I think the hardest part for me is deciding on the composition as a whole. How do I want to crop or frame the subject? What do I want to do with the foreground and background? Sometimes it is just a matter of, am I brave enough to try execute what I visualize in my mind? When I finally come up with some ideas I can begin drawing, and this is the fun part.
I start most drawings by blocking out shapes on my paper. I want to be able to erase the marks later, so I am very careful to make the markings light. If the graphite is ground too deeply into the tooth of the paper it is hard to remove. Too much pressure from dark layout sketches can also damage the tooth of the paper. While blocking out shapes on my paper I often squint, this allows my focus to shift from detail to shapes and silhouettes. Once I am happy with the collection of what looks like a bunch of shapes and lines I start joining these shapes to create a line drawing of my subject. Next time I will post a photo of this step.
As the shapes are being joined I will add some shadow lines or shadow areas. These markings become great reference points as I begin to add more detail. The photo below is a sketch I am currently working on. The shapes have been joined, most unwanted lines have been removed, and more detail is being added.
19×24″ Barrel Racer
In order to make the photo more visible the lines on this sketch-up have been darkened in Lightroom. My original is much lighter.
Before I actually start adding life to the sketch I will do a few small practice areas in my sketchbook. This helps me decide what look I want to create, and work out any problem areas before I start the actual drawing.
From my sketchbook
The practice drawing helped me determine what pencils I did and did not want to use and gave me a chance to try create the angled back leg.

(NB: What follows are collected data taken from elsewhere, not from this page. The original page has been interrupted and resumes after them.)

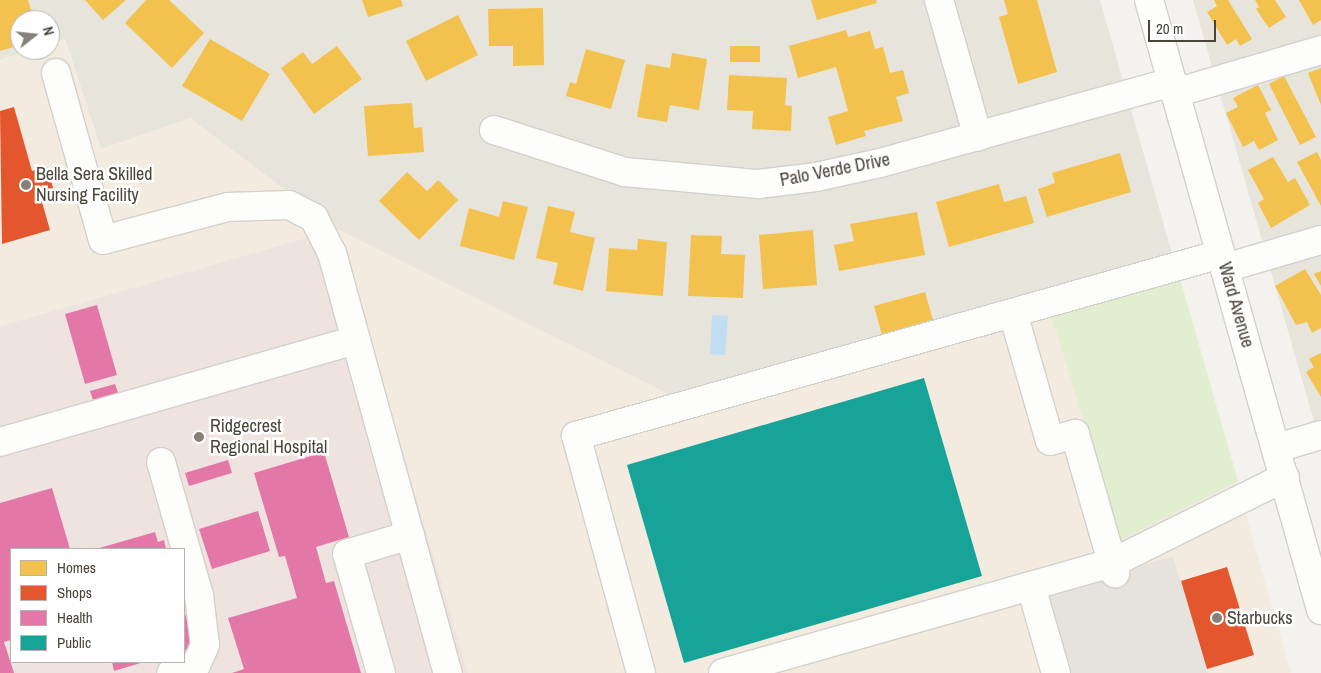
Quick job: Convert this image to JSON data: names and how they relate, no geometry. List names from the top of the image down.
{
  "streets": {
    "street": ["Palo Verde Drive", "Ward Avenue"]
  },
  "crossings": [
    ["Palo Verde Drive", "Ward Avenue"]
  ],
  "places": ["Bella Sera Skilled Nursing Facility", "Ridgecrest Regional Hospital", "Starbucks"],
  "legend": [
    "Homes",
    "Shops",
    "Health",
    "Public"
  ],
  "scale_bar": "20 m",
  "north": "right"
}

As the piece evolves I will post updates on The Process. I just have to remember to take photos as I go. 😉 …happy drawing!
Charcoal 17 X 14
The Cowboy’s Life
The bawl of a steer,
To a cowboy’s ear,
Is music of sweetest strain;
And the yelping notes
Of the wild coyotes
To him are a glad refrain.
-James Barton Adams
Is there a right or wrong paper to use for a graphite or charcoal sketch? Lately I have come across charcoal art pieces done on a variety of surfaces (newspaper, paper bag, MDF, canvas…) Each has a unique look and I am sure, and new set of challenges. Time for me to try! Thought I would start small – see where it goes.
12×18 Charcoal Sketch
I did this sketch on textured, colored paper. The challenge was the deep tooth of the paper.
I had to include this quote this week.
“Art washes away from the soul the dust of everyday life. ”
There was a lot of “dust” this week – the sketch was a great escape!